- Born: Robert Woodson Hite c. 1850 Logan, Kentucky, US
- Died: December 4, 1881 (aged 30–31) Ray County, Missouri, US
- Cause of death: Gunshot wound to the head
- Other name: "Wood" Hite
- Occupation: Outlaw
- Known for: Cousin to Jesse and Frank James; member of James-Younger Gang; killed by Robert Ford and Dick Liddil

= Wood Hite =

19th-century American outlaw

Robert Woodson "Wood" Hite (c. 1850 - December 4, 1881) was an outlaw and cousin of Frank and Jesse James. He was a member of the James-Younger gang, participating in a number of robberies and other crimes. He was shot dead by Robert Ford during a gunfight with Ford's friend Dick Liddil. The death of Hite precipitated the series of events that culminated in the killing of Jesse James by Ford.

==Early life==
Wood Hite was born in about 1850 in Logan, Kentucky, to George Burns Hite and Nancy Gardner Hite (nee James). His mother was the sister of Robert Sallee James, the father of Frank and Jesse James of the James-Younger Gang, making Wood a first cousin to the James brothers.

Hite fought for the Confederacy in the American Civil War as a member of William T. Anderson's raiders.

==Criminal career==
After the disastrous Northfield Minnesota raid in 1876, James needed new gang members. Wood and his brother Clarence joined the gang.

Hite was described as being between 5'8" and 5'10" with dark sandy hair, light complexion, a prominent Roman nose, and stooped shoulders that made him appear slouched. In his book The Life, Times and Treacherous Death of Jesse James, author Frank Triplett described him as "a great admirer of himself, as well as of the opposite sex". Bill O'Neal describes him as a "gangling, stoop-shouldered man with prominent, decaying front teeth." Easily recognized, he was quickly forced into hiding after he was identified following robberies by the gang.

In 1881 Hite was arrested after shooting and killing John Tabor, a black man who had made Hite angry. Tabor was shot while sitting on a fence. Hite's stepmother, who witnessed the murder, gave sworn testimony against him. He escaped from jail after bribing one of his guards.

==Death==
Hite was shot to death on December 4, 1881, in Ray County, Missouri, by Dick Liddil and Robert Ford, also members of the James-Younger Gang. All three were staying at the house of Martha Bolton, Ford's widowed sister. Hite and Liddil were both attracted to Martha, and clashed over their rivalry. The conflict culminated in an argument during which both drew their guns. Liddil and Hite shot at each other repeatedly. Liddil was hit once in the leg, and Hite was hit in the arm. During the battle, Ford drew his gun and shot Hite once in the head. He died about 15 minutes later. Ford and his brother Charley Ford buried Hite in an unmarked grave.

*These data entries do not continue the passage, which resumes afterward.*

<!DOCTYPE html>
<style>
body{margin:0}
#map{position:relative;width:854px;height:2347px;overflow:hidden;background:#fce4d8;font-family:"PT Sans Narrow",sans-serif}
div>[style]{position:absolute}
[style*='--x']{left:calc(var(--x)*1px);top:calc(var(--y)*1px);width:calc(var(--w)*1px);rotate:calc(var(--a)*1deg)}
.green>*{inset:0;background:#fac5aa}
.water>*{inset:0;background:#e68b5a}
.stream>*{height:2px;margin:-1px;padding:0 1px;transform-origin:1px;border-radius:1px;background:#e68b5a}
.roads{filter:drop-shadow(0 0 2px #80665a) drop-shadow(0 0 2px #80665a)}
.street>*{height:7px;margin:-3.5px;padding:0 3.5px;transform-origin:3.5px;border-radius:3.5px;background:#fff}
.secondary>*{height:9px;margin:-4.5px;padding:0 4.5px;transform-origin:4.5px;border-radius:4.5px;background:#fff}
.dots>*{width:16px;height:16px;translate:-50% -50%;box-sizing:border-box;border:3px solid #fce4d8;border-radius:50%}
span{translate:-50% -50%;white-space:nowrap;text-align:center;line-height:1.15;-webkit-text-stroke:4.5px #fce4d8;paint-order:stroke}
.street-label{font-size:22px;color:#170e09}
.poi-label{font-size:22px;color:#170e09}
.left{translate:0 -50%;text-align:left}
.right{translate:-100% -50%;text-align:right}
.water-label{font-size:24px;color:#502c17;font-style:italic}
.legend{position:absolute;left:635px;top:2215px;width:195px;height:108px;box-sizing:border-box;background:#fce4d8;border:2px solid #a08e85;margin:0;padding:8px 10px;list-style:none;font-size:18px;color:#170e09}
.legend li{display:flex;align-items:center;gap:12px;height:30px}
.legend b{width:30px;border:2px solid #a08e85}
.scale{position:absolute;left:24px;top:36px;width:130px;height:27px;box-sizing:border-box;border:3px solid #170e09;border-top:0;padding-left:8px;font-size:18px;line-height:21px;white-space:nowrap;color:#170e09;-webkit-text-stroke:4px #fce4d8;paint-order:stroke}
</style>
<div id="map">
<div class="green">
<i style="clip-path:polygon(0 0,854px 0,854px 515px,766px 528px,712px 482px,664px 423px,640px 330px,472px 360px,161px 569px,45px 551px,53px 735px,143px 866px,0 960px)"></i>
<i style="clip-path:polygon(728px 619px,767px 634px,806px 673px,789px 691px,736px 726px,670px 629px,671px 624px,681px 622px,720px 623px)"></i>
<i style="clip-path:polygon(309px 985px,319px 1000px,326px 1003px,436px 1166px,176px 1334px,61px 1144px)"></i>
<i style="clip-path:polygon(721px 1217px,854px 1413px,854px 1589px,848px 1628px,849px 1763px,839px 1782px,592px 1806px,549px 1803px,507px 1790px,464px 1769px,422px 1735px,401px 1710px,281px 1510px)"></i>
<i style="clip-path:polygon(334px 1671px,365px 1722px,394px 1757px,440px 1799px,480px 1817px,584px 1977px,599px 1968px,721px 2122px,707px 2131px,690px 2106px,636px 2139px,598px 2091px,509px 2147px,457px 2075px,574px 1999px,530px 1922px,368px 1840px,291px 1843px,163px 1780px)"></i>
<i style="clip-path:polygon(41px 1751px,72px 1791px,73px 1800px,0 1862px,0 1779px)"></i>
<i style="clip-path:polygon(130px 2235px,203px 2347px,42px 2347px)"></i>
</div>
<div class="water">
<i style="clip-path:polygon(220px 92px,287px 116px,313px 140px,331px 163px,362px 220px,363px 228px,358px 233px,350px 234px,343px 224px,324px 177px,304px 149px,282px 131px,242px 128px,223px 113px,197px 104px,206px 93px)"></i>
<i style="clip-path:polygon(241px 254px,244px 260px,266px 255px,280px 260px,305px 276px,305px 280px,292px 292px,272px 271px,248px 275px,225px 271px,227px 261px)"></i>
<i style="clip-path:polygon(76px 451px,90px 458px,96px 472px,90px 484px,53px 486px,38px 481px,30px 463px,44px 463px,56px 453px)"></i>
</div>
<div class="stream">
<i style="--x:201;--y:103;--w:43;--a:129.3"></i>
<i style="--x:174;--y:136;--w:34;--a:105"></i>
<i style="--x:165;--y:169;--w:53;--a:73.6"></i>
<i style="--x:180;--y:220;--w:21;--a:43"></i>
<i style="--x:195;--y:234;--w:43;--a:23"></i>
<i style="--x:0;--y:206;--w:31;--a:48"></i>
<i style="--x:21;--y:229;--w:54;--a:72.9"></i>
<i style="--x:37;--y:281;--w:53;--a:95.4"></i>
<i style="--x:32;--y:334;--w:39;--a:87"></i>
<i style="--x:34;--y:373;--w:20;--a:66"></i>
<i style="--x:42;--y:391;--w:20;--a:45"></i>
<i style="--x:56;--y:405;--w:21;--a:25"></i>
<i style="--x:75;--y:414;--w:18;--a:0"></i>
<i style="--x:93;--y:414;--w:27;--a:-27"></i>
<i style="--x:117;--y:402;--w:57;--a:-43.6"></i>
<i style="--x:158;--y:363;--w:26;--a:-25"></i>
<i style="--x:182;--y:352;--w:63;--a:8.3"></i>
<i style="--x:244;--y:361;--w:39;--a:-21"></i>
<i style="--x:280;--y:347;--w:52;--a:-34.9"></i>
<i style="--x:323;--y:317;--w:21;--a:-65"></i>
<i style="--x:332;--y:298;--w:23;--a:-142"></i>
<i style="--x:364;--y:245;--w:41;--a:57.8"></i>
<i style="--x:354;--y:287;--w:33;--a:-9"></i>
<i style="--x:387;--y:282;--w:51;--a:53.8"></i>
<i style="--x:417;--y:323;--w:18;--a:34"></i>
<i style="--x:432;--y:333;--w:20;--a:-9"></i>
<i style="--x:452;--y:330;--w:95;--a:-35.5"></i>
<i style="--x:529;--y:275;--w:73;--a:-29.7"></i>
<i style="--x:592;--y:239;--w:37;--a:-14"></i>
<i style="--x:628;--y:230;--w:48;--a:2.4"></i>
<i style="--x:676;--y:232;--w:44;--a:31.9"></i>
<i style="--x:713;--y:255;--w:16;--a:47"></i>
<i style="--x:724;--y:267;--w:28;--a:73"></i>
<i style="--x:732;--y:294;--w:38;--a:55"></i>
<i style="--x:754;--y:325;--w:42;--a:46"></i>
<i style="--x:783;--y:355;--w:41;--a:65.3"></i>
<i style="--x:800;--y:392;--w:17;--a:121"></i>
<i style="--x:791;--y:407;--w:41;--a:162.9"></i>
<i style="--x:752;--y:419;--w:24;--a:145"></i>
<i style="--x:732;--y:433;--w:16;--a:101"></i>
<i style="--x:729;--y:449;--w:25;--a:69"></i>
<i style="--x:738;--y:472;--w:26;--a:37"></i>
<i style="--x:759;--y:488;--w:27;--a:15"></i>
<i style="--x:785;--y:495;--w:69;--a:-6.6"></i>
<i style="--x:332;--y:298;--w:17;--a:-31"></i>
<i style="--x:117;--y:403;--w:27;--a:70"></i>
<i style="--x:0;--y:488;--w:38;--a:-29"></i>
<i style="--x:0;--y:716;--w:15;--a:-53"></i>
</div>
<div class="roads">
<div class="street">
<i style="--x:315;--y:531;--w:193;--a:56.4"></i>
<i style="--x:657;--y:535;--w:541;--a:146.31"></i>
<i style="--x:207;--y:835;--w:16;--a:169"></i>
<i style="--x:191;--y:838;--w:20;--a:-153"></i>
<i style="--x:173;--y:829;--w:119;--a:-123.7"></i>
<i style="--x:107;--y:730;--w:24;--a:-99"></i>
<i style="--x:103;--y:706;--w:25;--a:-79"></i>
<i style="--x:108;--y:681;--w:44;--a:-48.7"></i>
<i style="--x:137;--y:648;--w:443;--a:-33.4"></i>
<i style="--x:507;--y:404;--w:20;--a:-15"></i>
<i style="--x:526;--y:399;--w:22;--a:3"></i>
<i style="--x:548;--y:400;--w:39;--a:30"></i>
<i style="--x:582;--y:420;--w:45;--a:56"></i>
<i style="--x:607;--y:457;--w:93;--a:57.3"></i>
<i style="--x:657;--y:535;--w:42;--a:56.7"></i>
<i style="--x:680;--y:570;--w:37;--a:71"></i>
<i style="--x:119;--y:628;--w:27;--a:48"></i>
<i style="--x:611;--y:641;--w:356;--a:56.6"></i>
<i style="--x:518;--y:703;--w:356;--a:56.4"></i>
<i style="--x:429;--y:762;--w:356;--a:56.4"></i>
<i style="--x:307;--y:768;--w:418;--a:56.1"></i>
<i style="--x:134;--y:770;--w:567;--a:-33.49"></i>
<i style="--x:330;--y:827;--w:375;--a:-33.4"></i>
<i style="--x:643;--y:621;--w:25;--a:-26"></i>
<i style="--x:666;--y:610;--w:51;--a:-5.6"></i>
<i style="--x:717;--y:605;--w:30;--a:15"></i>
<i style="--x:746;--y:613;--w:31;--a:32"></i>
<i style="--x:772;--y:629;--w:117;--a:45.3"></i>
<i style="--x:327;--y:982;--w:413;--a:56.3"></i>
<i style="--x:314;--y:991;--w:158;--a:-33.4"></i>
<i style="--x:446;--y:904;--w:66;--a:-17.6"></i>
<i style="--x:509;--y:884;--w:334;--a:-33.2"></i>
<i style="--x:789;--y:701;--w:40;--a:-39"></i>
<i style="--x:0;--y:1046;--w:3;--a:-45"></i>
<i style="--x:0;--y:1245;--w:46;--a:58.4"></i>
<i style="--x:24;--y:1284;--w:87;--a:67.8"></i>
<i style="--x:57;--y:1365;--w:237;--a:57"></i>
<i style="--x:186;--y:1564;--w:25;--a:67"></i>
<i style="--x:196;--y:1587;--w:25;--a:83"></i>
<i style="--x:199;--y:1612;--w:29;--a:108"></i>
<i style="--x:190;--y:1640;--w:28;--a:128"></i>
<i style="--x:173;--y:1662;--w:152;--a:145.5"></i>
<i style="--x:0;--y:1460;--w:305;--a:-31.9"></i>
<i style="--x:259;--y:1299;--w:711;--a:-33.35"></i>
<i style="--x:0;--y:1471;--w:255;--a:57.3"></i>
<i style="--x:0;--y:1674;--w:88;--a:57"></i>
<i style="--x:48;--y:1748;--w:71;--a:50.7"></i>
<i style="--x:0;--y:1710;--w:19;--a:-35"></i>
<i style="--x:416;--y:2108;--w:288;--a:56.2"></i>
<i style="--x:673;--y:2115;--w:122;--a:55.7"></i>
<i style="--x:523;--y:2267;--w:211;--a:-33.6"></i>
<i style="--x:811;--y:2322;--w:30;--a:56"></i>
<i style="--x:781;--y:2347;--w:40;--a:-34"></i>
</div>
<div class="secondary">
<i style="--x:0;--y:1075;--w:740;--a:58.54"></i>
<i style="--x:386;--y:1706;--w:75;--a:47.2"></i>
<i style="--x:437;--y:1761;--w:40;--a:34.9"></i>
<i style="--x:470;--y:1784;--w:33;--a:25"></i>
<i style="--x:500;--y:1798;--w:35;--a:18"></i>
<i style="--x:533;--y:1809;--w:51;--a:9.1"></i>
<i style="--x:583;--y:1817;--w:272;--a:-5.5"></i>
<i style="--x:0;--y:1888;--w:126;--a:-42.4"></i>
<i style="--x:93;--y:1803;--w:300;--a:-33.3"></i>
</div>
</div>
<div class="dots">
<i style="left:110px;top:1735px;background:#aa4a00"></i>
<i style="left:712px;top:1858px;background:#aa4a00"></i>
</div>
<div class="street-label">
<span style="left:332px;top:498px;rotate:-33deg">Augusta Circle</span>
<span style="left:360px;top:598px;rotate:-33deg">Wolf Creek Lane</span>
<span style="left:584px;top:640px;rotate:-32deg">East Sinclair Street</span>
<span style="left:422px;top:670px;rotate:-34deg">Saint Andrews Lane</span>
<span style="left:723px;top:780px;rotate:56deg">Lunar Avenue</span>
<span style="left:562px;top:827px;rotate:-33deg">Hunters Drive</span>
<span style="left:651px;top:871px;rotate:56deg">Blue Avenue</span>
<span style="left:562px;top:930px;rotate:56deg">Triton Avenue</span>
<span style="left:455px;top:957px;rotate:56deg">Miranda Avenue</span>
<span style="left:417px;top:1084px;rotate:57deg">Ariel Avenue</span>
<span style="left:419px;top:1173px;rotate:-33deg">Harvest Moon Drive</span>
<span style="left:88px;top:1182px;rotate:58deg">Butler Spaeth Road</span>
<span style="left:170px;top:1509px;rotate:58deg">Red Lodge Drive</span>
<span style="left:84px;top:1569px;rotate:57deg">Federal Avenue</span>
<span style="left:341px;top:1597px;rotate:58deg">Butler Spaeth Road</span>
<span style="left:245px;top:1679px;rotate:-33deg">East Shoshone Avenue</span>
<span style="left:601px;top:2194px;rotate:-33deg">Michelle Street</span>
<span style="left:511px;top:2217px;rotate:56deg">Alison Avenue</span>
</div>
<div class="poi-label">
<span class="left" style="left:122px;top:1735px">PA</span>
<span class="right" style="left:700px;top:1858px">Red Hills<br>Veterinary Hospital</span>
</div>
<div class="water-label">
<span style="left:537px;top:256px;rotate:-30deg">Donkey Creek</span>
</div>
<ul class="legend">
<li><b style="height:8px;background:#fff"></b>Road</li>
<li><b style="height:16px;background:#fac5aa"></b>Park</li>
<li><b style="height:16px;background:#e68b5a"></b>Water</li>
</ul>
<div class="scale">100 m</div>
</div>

In January 1882, Robert Ford and Liddil surrendered to Sheriff James Timberlake for Hite's murder, on the condition that they would receive pardons and a reward. Ford claimed that on January 12, 1882, he met with Missouri governor Thomas Crittenden who agreed to pardon Ford for the murder of Wood Hite if he would deliver Jesse James, dead or alive. Robert Ford shot Jesse James shortly after James saw a news report of Liddil's confession to the killing of Hite. Ford claimed that he believed James would turn on him after learning of the murder. After the death of James, Ford stood trial for Hite's murder and was found not guilty by a jury. In April 1901, Liddil was rearrested for the murder of Hite, but was later released, dying of heart failure three months later.

==Portrayal==
In the 2007 movie The Assassination of Jesse James by the Coward Robert Ford, Hite was portrayed by Jeremy Renner. His death is portrayed as the result of a gun battle between Hite and Liddil in a bedroom after Hite appears to have been attempting to take them by surprise. When Liddil runs out of bullets, Hite points his gun at his head at point-blank range, only to be shot from behind by Ford.